Conforme muito bem descreveu Estevan Campos no artigo Sobre a federação PSOL e Rede | Revista Movimento (movimentorevista.com.br), esse tema está embutido na consequência devastadora da cláusula de barreira, potencializada na “reforma eleitoral” de 2021 que buscou restringir o número de partidos na partilha do fundo partidário, no tempo de TV e rádio. O fundamento principal foi a mudança da regra de aliança entre os partidos. A partir da “reforma” se apresenta a opção de Federação Partidária. Isto é, em essência, a Federação é um mecanismo da nova regra eleitoral que substitui as antigas coligações proporcionais válidas para a eleição de parlamentares. O sistema antigo valia durante o processo eleitoral e deixava de existir após as eleições. A Federação é diferente, uma vez que os partidos federados (dois ou mais) terão que estar unidos formalmente por pelo menos quatro anos. O que na prática colocará os partidos federados unidos em dois pleitos eleitorais e com bancadas comuns no parlamento.
Todos os partidos com influência social real vistos no espectro “amplo das esquerdas” estão debatendo a construção de Federações, como é o caso do PT com o PCdoB (que chegou a debater com o PSOL), PSB e PV; e do PSOL com a Rede Sustentabilidade. O que está em jogo? A resposta é simples: a superação da navalha da cláusula de barreira para que os partidos mantenham-se existindo institucionalmente e com potencial mínimo de competitividade no quadro nacional. O novo corte estabelecido com cláusula de barreira, implica na conquista de pelo menos 2% dos votos válidos em 9 Estados ou eleger 11 deputados federais em 9 Estados. Essa Lei se aplica tanto ao partido isolado quanto à Federação. Quer dizer, os partidos políticos menores com influência social poderão concorrer com maiores chances para manter sua presença político-institucional com a Federação.

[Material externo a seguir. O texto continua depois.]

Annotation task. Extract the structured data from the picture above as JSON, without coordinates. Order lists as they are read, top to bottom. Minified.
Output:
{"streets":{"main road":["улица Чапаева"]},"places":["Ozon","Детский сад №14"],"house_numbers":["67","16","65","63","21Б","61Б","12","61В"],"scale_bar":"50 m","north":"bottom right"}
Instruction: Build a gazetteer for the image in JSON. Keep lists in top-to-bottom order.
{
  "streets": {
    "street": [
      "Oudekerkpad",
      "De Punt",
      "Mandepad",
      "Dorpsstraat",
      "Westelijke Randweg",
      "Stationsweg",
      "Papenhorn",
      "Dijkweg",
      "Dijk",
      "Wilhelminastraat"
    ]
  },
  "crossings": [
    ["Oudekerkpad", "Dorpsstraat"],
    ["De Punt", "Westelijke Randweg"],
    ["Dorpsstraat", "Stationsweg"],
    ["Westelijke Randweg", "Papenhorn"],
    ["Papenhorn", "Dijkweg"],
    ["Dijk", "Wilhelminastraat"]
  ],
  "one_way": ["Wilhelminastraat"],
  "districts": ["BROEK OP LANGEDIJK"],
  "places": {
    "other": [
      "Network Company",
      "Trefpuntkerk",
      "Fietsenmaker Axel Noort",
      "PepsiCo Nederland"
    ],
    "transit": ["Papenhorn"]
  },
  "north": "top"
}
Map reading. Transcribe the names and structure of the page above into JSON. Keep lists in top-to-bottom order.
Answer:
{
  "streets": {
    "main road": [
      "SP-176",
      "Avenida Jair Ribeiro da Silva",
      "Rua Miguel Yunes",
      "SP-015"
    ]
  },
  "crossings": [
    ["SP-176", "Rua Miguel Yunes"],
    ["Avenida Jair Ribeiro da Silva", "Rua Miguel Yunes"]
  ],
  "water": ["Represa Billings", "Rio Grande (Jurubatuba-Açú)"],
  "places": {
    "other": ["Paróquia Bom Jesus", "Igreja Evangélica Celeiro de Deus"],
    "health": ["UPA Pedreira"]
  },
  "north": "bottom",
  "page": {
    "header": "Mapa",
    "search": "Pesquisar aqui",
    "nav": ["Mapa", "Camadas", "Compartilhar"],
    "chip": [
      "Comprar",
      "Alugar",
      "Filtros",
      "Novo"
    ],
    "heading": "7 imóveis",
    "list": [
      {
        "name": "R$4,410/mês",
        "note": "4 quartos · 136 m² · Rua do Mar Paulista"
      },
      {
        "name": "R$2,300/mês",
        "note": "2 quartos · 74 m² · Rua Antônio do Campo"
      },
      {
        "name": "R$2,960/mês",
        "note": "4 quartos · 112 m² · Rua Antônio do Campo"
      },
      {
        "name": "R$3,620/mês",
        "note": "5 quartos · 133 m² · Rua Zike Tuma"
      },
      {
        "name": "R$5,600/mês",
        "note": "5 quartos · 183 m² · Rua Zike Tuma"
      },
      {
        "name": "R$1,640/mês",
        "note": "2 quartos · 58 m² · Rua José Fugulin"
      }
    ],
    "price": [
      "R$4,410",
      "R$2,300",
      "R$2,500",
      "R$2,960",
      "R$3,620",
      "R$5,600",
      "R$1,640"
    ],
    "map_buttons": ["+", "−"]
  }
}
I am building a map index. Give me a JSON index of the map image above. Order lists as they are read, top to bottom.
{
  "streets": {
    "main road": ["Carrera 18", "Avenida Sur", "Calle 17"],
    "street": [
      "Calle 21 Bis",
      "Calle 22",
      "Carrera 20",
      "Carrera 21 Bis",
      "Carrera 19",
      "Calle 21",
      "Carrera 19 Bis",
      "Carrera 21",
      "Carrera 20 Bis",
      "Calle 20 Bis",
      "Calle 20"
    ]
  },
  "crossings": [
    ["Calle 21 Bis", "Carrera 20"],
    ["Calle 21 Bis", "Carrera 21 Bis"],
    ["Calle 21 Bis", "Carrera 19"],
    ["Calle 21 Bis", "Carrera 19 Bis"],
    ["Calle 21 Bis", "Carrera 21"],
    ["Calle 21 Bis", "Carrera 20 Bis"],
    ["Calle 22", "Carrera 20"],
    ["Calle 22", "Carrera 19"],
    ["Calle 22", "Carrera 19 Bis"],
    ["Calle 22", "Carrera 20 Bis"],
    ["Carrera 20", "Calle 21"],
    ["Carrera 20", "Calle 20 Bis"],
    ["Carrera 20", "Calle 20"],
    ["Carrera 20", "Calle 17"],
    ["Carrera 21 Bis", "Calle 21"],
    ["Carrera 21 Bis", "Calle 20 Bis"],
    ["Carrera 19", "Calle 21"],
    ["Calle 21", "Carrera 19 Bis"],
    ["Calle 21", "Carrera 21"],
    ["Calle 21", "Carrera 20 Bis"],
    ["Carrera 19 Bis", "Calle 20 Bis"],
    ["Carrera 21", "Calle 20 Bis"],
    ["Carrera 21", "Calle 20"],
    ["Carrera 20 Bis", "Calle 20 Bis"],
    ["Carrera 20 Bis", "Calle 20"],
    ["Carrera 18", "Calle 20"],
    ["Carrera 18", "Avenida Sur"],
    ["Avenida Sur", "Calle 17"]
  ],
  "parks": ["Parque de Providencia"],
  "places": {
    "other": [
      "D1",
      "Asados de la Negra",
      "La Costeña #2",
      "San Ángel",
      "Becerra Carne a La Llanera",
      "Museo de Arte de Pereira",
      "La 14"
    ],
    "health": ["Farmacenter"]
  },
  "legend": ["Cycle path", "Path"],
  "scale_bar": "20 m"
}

Esse não é um debate menor no tocante a partidos ideológicos como é o caso do PSOL. E, notem o tamanho da questão, diante de governos distintos, a luta pela legalidade foi o principal eixo político do PCB, partido aplaudido por setores da vanguarda – lulistas e marxistas – na passagem de seus 100 anos. Acontece que para buscar a legalidade (registro formal com todos os direitos e deveres junto ao TRE), o PCB dirigido por Luiz Carlos Prestes, sobre o guarda-chuva da estratégia etapista conforme foi discorrida na coluna O nome do partido | Revista Movimento (movimentorevista.com.br), adotou táticas de conciliação com a burguesia nacional. Não foi à toa que o PCB apoiou Getúlio Vargas em 1945 (nove anos depois da prisão de Prestes e da execução de Olga Benário) e Juscelino Kubitschek depois. E na redemocratização, após a ruptura de Prestes com o partido, o PCB vacilou frente ao governo Sarney e optou pela adaptada CGT do Joaquinzão em detrimento da presença na CUT, que nascia pelos braços do ascenso do movimento operário brasileiro. Essa orientação política heterodoxa e que se mostrou equivocada, a rigor, estava balizada pelo eixo do Comitê Central desse partido, que buscava penosamente a existência legalizada e institucional do PCB no cenário partidário do país.
Evidentemente, a posição da Federação com a Rede não se enquadra, em absoluto, com os movimentos implementados pelo PCB no passado. Além disso, as circunstâncias são distintas e cada partido político de esquerda deve fazer valer sua trajetória na busca honesta de seus objetivos imediatos e históricos. Entretanto, um ponto precisa ser posto na mesa nessa breve reflexão e no exemplo histórico do PCB: quanto custa para a classe trabalhadora a marginalização de um partido socialista que abriga marxistas revolucionários em seu interior? Os cem anos do comunismo no Brasil (sem os fetiches embutidos) nos mostra que custa caro. Portanto, a Federação deve ser caracterizada, sob os holofotes de uma política independente (sem fetiches e sem dourar a pílula), como uma tática legítima para que um partido, como o PSOL, não passe a ser uma organização “semi-clandestina” no século XXI. Todavia, isto pode ocorrer? Sim. Basta uma mínima radiografia profissional dos prognósticos eleitorais nos estados para a conclusão de que a tarefa imposta ao PSOL é hercúlea. Lembrando, o PSOL já larga no pleito de 2022 com menos dois deputados federais na disputa e com um conjunto de possíveis puxadores de votos migrando para outros partidos da órbita lulista. De tal forma, a Federação acaba sendo uma ferramenta auxiliar para a superação desse desafio. Tendo, evidentemente, os fundamentos centrais de seu programa preservados nessa dura travessia.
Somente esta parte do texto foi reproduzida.